- Supreme Court of the United States

Argued October 19, 1903 Decided November 9, 1903
- Full case name: Ex parte Joins
- Citations: 191 U.S. 93 (more) 24 S. Ct. 27; 48 L. Ed. 110

Holding
- Held that a request for a writ of prohibition was moot, as the lower court case had already been completed prior to the petition being heard at the Supreme Court.

Court membership
- Chief Justice Melville Fuller Associate Justices John M. Harlan · David J. Brewer Henry B. Brown · Edward D. White Rufus W. Peckham · Joseph McKenna Oliver W. Holmes Jr. · William R. Day

Case opinion
- Majority: Holmes, joined by unanimous

Laws applied
- 32 Stat. 641

= Ex parte Joins =

Ex parte Joins, 191 U.S. 93 (1903), was a case in which the Supreme Court of the United States held that a request for a writ of prohibition was moot, as the lower court case had already been completed prior to the petition being heard at the Supreme Court.

==Background==
In 1893, Congress created the Dawes Commission to break up the Five Civilized Tribes by allotting individual tribal members sections of land that previously had been held by the tribe. The tribes resisted this process and in 1896 Congress gave the commission the additional power to determine who were tribal members and allot tribal land to these members based on the tribal rolls that the commission prepared. An appeal of the decision of the commission was permitted to the United States district court for the Indian Territory and the court's decision was final.

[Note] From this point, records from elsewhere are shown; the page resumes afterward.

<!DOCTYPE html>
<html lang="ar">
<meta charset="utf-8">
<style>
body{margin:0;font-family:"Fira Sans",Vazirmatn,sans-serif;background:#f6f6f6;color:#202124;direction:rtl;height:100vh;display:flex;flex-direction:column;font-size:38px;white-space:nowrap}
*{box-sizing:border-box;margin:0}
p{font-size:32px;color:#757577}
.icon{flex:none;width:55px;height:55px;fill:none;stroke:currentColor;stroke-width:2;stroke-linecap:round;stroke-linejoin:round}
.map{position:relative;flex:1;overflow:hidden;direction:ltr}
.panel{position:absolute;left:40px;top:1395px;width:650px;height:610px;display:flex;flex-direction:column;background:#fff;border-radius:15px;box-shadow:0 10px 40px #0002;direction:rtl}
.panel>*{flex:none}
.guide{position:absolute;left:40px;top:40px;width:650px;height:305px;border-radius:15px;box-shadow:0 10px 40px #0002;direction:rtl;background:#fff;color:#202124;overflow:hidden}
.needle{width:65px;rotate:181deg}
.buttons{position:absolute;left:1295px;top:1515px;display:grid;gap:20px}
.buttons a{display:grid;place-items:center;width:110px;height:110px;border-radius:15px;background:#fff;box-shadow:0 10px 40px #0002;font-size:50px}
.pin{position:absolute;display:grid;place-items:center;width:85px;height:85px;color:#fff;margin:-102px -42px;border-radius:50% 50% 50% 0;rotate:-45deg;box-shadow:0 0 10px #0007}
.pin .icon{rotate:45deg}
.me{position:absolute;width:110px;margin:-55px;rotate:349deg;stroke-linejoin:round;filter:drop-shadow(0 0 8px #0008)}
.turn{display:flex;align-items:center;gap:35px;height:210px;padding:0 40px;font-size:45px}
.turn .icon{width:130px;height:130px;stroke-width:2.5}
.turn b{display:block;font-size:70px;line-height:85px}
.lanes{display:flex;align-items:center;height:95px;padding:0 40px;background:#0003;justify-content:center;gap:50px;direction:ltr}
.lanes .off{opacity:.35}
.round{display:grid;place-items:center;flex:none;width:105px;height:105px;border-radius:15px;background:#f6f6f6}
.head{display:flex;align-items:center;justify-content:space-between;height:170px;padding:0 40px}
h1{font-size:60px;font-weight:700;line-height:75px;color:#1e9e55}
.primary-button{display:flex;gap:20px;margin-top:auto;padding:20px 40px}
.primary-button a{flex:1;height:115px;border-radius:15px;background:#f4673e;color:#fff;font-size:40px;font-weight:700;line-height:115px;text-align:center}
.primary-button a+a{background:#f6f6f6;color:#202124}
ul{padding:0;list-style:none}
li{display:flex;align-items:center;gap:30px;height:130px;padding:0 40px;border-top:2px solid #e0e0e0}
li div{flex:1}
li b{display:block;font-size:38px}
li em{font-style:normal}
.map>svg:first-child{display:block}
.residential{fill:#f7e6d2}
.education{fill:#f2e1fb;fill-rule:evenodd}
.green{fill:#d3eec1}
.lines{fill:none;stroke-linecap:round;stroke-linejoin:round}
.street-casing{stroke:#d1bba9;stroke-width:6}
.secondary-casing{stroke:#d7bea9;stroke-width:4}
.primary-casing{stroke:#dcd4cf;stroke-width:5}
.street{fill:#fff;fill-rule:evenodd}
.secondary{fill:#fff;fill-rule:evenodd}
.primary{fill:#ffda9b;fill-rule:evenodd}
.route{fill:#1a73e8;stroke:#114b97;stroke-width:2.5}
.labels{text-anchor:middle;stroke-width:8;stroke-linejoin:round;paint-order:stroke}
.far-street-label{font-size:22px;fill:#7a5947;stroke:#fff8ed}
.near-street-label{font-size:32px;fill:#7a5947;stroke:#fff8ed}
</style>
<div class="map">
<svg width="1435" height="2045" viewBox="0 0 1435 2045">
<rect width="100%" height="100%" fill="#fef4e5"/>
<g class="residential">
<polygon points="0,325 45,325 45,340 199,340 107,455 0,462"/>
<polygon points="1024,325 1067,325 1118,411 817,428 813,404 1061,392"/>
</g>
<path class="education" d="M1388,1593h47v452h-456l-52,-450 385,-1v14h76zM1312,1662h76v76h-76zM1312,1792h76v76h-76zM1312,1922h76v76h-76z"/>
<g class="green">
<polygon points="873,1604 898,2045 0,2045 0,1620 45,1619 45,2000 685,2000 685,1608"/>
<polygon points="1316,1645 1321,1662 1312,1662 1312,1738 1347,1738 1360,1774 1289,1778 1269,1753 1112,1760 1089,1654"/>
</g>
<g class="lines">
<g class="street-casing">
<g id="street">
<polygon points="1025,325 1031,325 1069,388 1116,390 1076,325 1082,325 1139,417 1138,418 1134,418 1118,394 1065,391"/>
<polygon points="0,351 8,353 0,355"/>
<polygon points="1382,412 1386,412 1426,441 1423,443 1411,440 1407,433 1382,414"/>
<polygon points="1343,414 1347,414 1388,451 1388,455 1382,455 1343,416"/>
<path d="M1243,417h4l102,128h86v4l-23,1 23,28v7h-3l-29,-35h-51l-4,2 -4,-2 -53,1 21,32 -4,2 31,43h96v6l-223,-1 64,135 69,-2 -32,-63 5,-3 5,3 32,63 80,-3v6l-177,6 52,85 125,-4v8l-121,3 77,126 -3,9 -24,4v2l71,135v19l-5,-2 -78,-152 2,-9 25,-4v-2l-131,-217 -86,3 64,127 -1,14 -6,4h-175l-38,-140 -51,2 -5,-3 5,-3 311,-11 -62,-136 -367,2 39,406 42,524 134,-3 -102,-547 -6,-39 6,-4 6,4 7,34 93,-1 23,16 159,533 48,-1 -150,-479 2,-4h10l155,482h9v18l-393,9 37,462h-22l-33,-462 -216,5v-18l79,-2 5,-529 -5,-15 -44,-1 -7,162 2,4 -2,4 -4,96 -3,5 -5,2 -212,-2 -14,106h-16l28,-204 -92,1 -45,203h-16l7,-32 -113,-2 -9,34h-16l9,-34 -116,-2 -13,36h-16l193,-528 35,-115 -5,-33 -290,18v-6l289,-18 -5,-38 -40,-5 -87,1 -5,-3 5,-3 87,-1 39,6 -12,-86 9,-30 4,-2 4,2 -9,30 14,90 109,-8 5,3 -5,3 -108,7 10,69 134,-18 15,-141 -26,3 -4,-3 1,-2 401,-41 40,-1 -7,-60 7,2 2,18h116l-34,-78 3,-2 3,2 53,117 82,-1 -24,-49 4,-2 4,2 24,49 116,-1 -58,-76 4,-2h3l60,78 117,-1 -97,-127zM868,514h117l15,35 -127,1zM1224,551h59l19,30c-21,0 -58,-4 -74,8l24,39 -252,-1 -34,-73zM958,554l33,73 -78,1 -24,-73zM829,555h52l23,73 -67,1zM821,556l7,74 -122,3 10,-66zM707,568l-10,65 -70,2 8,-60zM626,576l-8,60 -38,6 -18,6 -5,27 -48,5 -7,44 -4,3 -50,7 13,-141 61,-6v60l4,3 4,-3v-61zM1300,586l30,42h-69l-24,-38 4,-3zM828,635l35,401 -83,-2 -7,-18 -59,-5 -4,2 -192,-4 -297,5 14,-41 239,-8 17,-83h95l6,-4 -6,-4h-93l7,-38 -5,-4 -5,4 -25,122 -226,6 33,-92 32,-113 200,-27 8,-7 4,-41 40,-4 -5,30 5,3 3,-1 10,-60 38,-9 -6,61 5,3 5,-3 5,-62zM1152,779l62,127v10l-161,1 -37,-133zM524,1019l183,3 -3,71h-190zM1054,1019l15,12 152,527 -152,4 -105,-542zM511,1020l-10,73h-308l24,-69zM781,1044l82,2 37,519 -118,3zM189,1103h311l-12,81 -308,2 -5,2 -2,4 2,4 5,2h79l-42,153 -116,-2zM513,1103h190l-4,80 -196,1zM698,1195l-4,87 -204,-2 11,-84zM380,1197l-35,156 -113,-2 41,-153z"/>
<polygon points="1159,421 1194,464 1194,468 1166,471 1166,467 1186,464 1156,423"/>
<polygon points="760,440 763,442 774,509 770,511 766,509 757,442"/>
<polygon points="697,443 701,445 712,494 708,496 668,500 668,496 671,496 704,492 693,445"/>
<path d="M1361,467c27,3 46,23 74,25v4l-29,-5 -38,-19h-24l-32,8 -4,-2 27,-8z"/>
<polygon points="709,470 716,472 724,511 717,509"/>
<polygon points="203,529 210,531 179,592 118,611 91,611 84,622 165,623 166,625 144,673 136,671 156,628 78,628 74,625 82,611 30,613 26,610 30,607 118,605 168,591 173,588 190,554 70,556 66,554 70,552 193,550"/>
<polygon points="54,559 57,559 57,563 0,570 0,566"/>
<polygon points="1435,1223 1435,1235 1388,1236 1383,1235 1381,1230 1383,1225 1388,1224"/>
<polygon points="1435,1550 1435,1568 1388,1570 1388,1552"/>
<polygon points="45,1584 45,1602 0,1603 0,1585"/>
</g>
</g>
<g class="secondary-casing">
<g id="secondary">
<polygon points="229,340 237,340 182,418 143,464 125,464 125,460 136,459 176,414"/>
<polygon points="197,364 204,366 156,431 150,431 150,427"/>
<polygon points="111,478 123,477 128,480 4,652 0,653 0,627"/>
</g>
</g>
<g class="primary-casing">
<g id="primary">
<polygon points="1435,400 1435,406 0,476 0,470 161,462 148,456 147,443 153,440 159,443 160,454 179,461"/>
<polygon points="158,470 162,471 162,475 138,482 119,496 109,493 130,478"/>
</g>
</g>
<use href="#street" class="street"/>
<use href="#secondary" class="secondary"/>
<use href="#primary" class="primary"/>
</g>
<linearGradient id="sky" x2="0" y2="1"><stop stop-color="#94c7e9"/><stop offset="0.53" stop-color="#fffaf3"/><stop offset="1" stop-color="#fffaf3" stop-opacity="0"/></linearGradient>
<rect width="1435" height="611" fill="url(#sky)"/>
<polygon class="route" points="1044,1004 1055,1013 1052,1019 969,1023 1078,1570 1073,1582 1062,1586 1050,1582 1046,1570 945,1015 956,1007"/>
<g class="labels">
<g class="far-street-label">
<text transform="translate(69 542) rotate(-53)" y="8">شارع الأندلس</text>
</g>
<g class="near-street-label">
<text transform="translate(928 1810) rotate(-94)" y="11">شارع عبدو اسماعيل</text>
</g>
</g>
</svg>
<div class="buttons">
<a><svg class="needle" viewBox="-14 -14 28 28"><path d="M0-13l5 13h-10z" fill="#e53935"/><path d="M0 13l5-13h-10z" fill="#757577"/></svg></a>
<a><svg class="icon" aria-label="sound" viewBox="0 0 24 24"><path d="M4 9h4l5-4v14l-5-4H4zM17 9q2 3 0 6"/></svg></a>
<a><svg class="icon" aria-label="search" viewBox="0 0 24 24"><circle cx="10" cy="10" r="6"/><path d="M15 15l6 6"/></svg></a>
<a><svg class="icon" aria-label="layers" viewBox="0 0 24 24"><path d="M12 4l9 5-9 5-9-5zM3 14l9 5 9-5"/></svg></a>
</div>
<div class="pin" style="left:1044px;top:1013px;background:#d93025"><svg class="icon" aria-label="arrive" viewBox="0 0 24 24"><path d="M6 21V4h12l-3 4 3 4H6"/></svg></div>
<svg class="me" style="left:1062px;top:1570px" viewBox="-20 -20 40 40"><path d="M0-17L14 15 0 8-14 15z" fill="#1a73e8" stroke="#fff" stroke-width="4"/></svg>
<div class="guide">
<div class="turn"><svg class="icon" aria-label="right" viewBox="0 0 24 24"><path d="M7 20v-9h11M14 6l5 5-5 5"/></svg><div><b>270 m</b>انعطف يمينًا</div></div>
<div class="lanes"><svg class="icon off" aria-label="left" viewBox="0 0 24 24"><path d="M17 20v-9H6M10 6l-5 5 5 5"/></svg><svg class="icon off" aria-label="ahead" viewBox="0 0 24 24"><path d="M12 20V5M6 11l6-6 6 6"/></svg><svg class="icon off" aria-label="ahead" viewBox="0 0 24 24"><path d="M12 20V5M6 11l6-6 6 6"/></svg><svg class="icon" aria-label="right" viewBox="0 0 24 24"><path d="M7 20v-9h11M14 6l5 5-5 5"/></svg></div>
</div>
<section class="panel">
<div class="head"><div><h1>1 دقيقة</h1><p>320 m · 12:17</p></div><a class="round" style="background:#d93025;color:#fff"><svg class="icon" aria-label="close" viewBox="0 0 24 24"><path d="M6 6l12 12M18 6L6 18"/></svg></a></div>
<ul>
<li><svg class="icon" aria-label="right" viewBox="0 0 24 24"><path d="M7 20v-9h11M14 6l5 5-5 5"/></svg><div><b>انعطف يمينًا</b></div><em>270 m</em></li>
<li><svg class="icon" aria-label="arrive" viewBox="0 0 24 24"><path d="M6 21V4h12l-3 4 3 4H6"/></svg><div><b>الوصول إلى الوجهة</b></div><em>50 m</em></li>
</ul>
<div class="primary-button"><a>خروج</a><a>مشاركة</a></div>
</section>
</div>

Both the Choctaw and Chickasaw tribes prepared their own tribal rolls and presented these rolls to the commission. After arguments presented by tribal attorneys, the commission placed 2,075 on the rolls of the Five Civilized Tribes, out of approximately 75,000 applicants. At this point, tribal citizenship appeals moved to the federal courts. By 1902 Congress, in an effort to resolve the situation, created a new court, known as the Choctaw-Chickasaw Citizenship Court to determine the citizenship issues for the tribes. This court was also given the power to hear a bill in equity to vacate the decisions of the district courts, which it immediately did.

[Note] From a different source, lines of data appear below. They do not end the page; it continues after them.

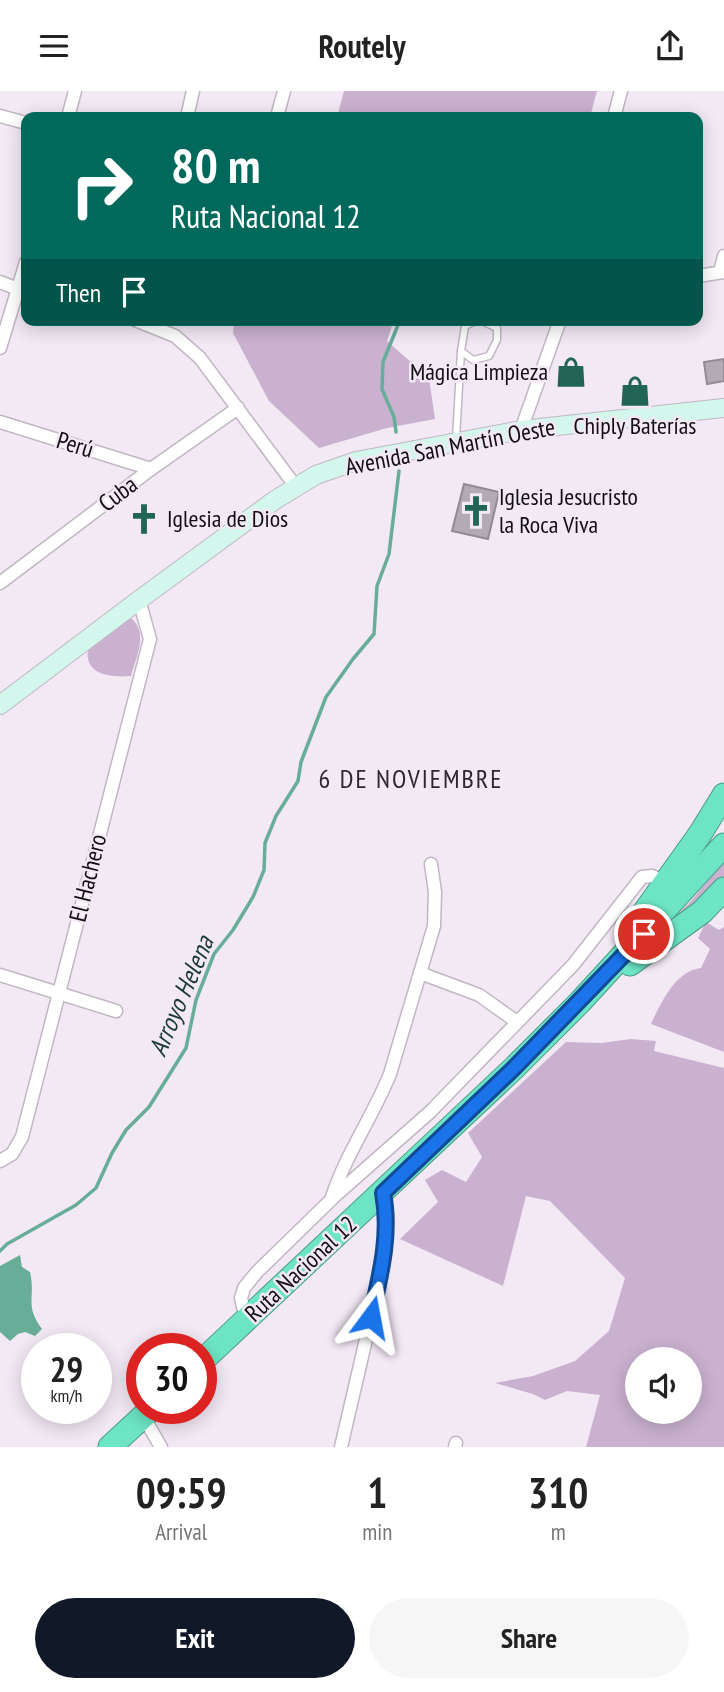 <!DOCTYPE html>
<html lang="en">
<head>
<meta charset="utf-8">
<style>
	body { margin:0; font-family:"PT Sans Narrow",sans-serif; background:#f6f6f6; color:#222; height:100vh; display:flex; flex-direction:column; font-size:26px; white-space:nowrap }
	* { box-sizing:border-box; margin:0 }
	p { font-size:23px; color:#767676 }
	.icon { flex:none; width:38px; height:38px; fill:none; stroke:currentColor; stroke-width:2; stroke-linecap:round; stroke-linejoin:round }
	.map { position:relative; height:1356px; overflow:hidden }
	.details { display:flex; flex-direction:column; background:#fff; flex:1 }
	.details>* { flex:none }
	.hud { position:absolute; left:21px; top:21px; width:682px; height:214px; border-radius:14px; box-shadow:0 4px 18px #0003; background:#00695c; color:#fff; overflow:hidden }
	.tools { position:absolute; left:625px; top:1256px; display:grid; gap:14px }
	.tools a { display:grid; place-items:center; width:77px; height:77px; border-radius:50%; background:#fff; box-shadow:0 4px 18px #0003; font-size:35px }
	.speed { position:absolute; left:21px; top:1242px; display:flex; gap:14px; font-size:35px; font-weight:700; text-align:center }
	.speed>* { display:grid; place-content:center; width:91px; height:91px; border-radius:50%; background:#fff; box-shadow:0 4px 18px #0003; line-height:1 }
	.speed small { font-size:18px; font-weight:400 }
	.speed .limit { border:10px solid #d22; background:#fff; color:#111 }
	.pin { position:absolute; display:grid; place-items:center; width:60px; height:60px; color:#fff; margin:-30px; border:4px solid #fff; border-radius:50%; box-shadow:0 2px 7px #0007 }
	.me { position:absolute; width:77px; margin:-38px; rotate:13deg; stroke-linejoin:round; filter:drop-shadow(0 0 5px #0008) }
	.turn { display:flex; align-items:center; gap:24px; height:147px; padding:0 35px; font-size:32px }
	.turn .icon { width:91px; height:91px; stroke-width:2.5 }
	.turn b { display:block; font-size:49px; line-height:60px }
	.then { display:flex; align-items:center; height:66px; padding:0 35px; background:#0003; gap:14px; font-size:26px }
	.eta { display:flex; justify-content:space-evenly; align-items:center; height:119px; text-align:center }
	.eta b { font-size:42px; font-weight:800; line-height:49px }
	.button { display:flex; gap:14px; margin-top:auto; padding:14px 35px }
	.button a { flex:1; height:80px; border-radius:42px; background:#111827; color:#fff; font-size:28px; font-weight:800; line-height:80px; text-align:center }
	.button a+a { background:#f6f6f6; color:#222 }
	header { display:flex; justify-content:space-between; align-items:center; height:91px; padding:0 35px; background:#fff; font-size:32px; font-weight:800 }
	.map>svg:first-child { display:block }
</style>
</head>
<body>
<header><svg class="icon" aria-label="menu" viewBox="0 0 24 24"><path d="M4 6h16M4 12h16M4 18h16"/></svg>Routely<svg class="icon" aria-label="share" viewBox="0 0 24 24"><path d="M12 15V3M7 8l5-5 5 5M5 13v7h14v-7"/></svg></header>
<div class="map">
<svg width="724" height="1356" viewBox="0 0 724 1356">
	<rect width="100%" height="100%" fill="#f3e9f5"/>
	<g fill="#cab1d0" fill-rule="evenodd">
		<polygon points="344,0 597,0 590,26 337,26"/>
		<polygon points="234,229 394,229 387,250 429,287 435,328 387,337 319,357 269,310 233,242"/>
		<path d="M131,527C149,542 136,566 131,585C107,587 79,582 90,551Z"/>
		<polygon points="724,771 724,787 679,832 675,826 691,810"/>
		<path d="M706,831L719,839L724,836V961L651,933C661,912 675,880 701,877L710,858L698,847Z"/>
		<path d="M631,948L656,950L654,960L724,977V1356H586L600,1304L567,1300L545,1309L533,1303L495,1292L533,1285L575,1270L609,1240L625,1187L550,1110L526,1105L503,1195L400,1148L438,1111L425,1089L442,1079L466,1091L482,1066L468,1042L566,951L601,952ZM637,1269H690V1321H637Z"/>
	</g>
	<path fill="#67ad98" d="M20,1164L22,1176L30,1181C36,1207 24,1214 42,1238L35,1245L25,1241L18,1243L10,1250L0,1241V1175Z"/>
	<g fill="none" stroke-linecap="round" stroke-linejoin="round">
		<g stroke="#67ad98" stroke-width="3.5">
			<polyline points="396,341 394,326 382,298 383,271 400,229"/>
			<polyline points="0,1160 7,1153 76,1114 96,1097 112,1062 126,1039 149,1016 186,957 196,909 214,863 233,839 253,806 264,779 265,752 276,725 298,690 301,671 326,606 353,568 374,543 377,495 389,463 399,380"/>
		</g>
	</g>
	<g fill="#b3aab5" stroke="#938a95" stroke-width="2">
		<polygon points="724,268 724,290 707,293 704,271"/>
		<polygon points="464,393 499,401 488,448 452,440"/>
	</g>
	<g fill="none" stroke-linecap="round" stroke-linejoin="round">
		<defs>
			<g id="lane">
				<polyline points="461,260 473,269 489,265 497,249 497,237 480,229"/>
				<polyline points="456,348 461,260 465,235 477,229"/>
			</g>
			<g id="street">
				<polyline points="0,25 26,32"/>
				<polyline points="68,26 75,0"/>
				<polyline points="187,26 193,0"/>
				<polyline points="277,26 284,0"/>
				<polyline points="614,26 621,0"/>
				<polyline points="720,181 724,165"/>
				<polyline points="698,185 724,181"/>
				<polyline points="0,191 26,201"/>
				<polyline points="135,229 175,245 200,267 296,396"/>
				<polyline points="0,257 26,171"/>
				<polyline points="0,331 151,378"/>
				<polyline points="521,339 560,229"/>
				<polyline points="0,492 151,378 238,317"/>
				<polyline points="420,882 479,904 517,931"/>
				<polyline points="0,884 116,920"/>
				<polyline points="0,1070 12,1063 22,1046 150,548 139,509"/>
				<path d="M332,1106C346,1063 373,1025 390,983L434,835L435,801L431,773"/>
				<polyline points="246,1229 241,1207 244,1197 257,1181 337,1103 430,1021 573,874 642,786 652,785 666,791"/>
				<polyline points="143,1325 161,1356"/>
				<polyline points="341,1356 383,1175 387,1123 383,1102"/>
				<polyline points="455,1356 456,1352"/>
			</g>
			<polyline id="secondary" points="0,614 139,509 275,409 316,384 356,370 521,339 724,317"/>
			<g id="highway">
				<polyline points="633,837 700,743 724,704"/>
				<polyline points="630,873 702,821 724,798"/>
				<polyline points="201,1271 514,977 580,911 724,754"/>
				<polyline points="110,1356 151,1318"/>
			</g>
		</defs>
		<use href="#lane" stroke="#c0b7c2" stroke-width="9"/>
		<use href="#street" stroke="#c0b7c2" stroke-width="15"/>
		<use href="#secondary" stroke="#c0b7c2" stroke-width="20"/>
		<use href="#highway" stroke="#4d9a86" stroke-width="25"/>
		<use href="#lane" stroke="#fff" stroke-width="6"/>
		<use href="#street" stroke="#fff" stroke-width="12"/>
		<use href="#secondary" stroke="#d3f7ed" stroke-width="18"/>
		<use href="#highway" stroke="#6de5c4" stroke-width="23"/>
	</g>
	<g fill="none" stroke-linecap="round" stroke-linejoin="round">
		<defs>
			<path id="route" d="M371,1226C380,1185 391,1144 383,1102L514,977L644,843"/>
		</defs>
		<use href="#route" stroke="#114b97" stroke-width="18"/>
		<use href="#route" stroke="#1a73e8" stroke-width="12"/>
	</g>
	<defs>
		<symbol id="shop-bare" viewBox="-9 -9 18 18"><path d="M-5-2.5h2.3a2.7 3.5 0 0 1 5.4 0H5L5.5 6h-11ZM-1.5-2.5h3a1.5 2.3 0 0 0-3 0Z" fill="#236554" stroke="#f3e9f5" stroke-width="2.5" paint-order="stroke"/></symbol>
		<symbol id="church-bare" viewBox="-9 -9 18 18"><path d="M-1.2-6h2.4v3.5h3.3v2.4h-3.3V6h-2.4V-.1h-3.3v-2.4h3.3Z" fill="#236554" stroke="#f3e9f5" stroke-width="2.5" paint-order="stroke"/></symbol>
	</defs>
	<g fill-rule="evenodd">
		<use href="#shop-bare" x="549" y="259" width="44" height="44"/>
		<use href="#shop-bare" x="613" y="278" width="44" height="44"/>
		<use href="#church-bare" x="454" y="398" width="44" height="44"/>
		<use href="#church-bare" x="122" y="406" width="44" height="44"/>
	</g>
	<g text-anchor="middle" stroke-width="5" stroke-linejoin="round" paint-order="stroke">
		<g font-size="24" fill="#110e12" stroke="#f3e9f5" text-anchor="start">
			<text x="548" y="289" text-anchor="end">Mágica Limpieza</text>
			<text x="635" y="343" text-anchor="middle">Chiply Baterías</text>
			<text x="499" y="414">Iglesia Jesucristo<tspan x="499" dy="28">la Roca Viva</tspan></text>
			<text x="167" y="436">Iglesia de Dios</text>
		</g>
		<g font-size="24" fill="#110e12" stroke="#f3e9f5">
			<text transform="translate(75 354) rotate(17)" y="8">Perú</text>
			<text transform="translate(450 356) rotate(-11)" y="8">Avenida San Martín Oeste</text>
			<text transform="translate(118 403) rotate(-37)" y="8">Cuba</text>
			<text transform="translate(88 787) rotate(-76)" y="8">El Hachero</text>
			<text transform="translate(301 1178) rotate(-43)" y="8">Ruta Nacional 12</text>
		</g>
		<g font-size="26" letter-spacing="2" fill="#2f2730" stroke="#f3e9f5">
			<text x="411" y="697">6 DE NOVIEMBRE</text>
		</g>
		<g font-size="26" font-style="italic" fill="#1a3b32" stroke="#f3e9f5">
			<text transform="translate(181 905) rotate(-67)" y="9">Arroyo Helena</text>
		</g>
	</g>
</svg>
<div class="tools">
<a><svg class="icon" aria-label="sound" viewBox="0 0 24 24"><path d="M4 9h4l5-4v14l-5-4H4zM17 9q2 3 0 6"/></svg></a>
</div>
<div class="speed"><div>29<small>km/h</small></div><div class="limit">30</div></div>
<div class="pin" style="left:644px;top:843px;background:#d93025"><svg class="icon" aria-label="arrive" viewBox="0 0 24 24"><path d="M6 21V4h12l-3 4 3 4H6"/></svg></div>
<svg class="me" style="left:371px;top:1226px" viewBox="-20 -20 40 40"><path d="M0-17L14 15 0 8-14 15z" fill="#1a73e8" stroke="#fff" stroke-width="4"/></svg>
<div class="hud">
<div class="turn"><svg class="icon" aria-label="right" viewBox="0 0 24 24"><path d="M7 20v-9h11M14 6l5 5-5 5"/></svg><div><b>80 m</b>Ruta Nacional 12</div></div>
<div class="then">Then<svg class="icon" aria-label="arrive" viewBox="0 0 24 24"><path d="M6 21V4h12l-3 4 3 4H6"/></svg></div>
</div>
</div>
<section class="details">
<div class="eta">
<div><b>09:59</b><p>Arrival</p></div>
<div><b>1</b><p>min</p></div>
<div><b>310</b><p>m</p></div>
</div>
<div class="button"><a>Exit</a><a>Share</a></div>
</section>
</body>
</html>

One of the claimants, Joins, then filed for a writ of prohibition to stop the Citizenship Court from hearing any cases. The Supreme Court granted certiorari to hear the case.

==Opinion of the Court==
Justice Oliver Wendell Holmes Jr. delivered the opinion of the court. Holmes stated that since the Citizenship Court had already completed its work on the case, a writ of prohibition could not and would not issue. The petition was dismissed.